I do agree that the attitude of the XML community and of the Perl community
are really different, to the point of being antagonistic, as proven by the
2 posts above. The Perl way is "whatever works is fine", convenience tends
to be valued above completeness and formalism. The XML way is nearly the
opposite: one-format fits all, forcing "the right way" unto unsuspecting
coders (Unicode isa perfect example, it annoys 99% of people to no end
while just slightly improving the condition of the last 1%), elaborate
all-encompassing constructs (W3C Schemas).
Plus of course XML is verbose, and monsters like XSLT and W3C schemas are
way worse, while Perl favors economy of strokes and conciseness as a way to
get elegance and maintenability. At least you could do SGML golf!
I might be wrong, of course no one has any figure about module usage, but I
believe the people who write Perl modules "the XML way", like Matt, Robin
Berjon, Ilya Sterin etc... are in a way off-target. In a word they look a bit
like XML nationals lost in a foreign Perl country (not that Perl people
look terribly good when we go out and attend XML conferences, believe me!
I tend to get laughed at when I describe XML::Twig to
Real XML Gurus ;--). The modules they write
are not what the Perl community wants. Not that their work has no value, I
think it is really important for Perl to be used in other context and to spread past its current niche, but it
might be something to think about when we try to understand why some
very nice modules don't seem to be used much. In any case there
is a reason why
the current crowd of Perl hackers loves XML::Simple and refuses to use
XML::SAX::PurePerl. Java drones want SAX, Perl hackers want
XML::Simple (and don't get me wrong, I would be the first to say that I
don't think XML::Simple is a generic XML tool, but it is darn convenient!).
I know that XML is annoying as it oftens bring no improvement over
home-brewed formats. It is usually imposed by management in order to be
buzzword compliant, but for Perl hackers it brings very little to the table,
except an additional risk.
But let's face it, we will all have to deal with it.

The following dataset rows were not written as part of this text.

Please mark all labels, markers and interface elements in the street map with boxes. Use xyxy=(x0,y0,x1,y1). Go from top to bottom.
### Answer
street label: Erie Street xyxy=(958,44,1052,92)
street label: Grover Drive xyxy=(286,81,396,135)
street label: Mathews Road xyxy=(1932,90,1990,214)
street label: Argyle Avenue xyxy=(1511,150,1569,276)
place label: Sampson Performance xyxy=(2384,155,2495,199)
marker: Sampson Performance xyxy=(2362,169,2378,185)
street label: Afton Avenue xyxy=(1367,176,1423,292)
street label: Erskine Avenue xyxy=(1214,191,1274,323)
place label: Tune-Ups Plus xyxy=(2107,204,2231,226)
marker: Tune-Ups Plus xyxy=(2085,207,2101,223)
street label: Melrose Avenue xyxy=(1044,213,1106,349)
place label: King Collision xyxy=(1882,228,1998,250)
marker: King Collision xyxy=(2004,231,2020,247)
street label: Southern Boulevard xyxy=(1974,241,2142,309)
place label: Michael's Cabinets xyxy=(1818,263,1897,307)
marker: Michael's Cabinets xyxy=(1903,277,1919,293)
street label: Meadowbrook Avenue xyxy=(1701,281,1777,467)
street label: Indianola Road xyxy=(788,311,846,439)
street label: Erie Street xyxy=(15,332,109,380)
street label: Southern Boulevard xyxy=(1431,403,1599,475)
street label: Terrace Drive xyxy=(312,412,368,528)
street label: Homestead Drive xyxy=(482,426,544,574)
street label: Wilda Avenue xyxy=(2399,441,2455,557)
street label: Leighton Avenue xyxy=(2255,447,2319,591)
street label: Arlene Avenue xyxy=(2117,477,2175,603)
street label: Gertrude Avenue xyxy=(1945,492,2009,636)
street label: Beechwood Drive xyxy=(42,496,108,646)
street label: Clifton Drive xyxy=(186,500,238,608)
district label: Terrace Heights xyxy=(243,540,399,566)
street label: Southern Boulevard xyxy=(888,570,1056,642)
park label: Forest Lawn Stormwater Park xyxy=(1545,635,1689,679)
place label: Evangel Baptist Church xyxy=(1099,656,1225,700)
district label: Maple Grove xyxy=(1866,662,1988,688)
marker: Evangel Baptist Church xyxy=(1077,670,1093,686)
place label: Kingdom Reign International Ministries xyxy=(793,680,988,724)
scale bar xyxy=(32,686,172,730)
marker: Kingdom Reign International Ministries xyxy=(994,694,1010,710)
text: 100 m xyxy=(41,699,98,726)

XML is a bastard, verbose and actually quite tricky, format
that's being used not because it is the best one for any particular purpose
but because it is a standard, which allows Java projects to re-use
standard SUN or IBM libraries where Perl hackers would use a CPAN module or 2 lines of
custom code.
That said I see a couple of reasons why Perl hackers would want to use XML:
first as a data format it is actually quite powerful. It makes it easy to
stick HTML inside data, it makes it easy to mark data within HTML text. It
makes it possible to change the structure of the data without upgrading the
code right away (I guess that would be between "loosely coupled systems"),
really, you should try it ;--)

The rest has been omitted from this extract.